Lock Mortises Made Easy
A router and three jigs add up to a flawless fitSynopsis: Installing a half-mortise lock by hand is a tedious and time-consuming process. So Michael Pekovich designed a routing jig for the shallow mortises, a second routing jig for the deep mortise, and a keyhole drilling guide. The routing jigs are used with a pattern bit. Because they are built around the lock itself, the fit is as good as, or better than, a hand-cut mortise and they take less time to rout. And because the task is split between three jigs, success is almost guaranteed.
Installing a half-mortise lock by hand is time-consuming and tricky to get just right. The process involves mortising for the lock plate, selvage, and body as well as drilling for the keyhole. Everything needs to be sized and aligned precisely to end up with a perfect fit.
So when I decided to teach a class on building my tool chest, which requires three locks, I was a little stressed out.
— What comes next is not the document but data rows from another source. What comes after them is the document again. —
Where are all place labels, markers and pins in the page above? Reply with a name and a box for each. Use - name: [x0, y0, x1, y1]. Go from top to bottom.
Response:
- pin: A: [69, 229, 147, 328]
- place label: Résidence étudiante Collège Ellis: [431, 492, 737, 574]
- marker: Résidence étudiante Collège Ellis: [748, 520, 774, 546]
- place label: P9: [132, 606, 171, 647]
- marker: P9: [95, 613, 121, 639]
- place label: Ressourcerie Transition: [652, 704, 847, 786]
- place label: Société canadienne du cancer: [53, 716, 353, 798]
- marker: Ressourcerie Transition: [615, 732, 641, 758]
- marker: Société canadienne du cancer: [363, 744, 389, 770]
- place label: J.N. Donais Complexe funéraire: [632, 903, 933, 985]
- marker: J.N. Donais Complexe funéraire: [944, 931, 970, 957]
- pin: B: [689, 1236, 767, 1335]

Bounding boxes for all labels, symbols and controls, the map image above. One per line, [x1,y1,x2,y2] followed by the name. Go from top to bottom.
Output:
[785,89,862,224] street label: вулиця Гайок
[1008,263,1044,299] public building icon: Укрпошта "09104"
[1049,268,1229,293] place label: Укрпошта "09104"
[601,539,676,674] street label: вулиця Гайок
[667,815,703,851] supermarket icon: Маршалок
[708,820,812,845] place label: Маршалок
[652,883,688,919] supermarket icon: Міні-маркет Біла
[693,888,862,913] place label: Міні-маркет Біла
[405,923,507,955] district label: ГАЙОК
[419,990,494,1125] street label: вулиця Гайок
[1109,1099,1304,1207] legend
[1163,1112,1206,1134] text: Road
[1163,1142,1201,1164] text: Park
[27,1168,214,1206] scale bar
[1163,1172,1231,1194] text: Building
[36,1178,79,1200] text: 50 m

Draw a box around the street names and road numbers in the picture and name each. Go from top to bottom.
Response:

The thought of shepherding 10 students through two drawer locks and one lid lock in a hectic five-day class seemed impossible. To have any hope of success, I had to figure out a better way to do it.
My solution is based on a hinge-mortising jig made by boxmaker Doug Stowe. His jig is built around the hinge itself for a perfect fit without measuring. In that vein, I designed a routing jig for the shallow mortises, a second routing jig for the deep mortise, and a keyhole drilling guide. The routing jigs are used with a pattern bit. To make registration on the drawer front easy, all of the jigs are marked for the keyhole’s center. It takes less time to make these jigs and rout the mortises than it does to do the job by hand, and the results are as good as, if not better than, my hand-cut lock mortises.
Because the jigs are built around the lock, you need to buy the lock first. To get the most from these jigs, find a good quality lock and stick with it on future projects. I chose the Lk-2 half-mortise drawer lock ($17.50, horton-brasses.com).
The jigs can be made from a quarter-sheet of 1⁄2-in.-thick Baltic-birch plywood. Start by cutting the sheet into strips of uniform length, then rip them to width. you’ll need two pieces for each jig, but make a few extra to have as backups.
The lock-plate jig determines the final fit of the lock and is critical to get right. There are two pieces to the jig: a top plate and a fence. Place one plywood strip flat on the tablesaw table with its long edge against the rip fence. This will be the top plate. Next, place a second strip on top of the first, resting it vertically against the rip fence. This will become the fence. Now center the lock on the assembly with the selvage against the fence and trace its outline.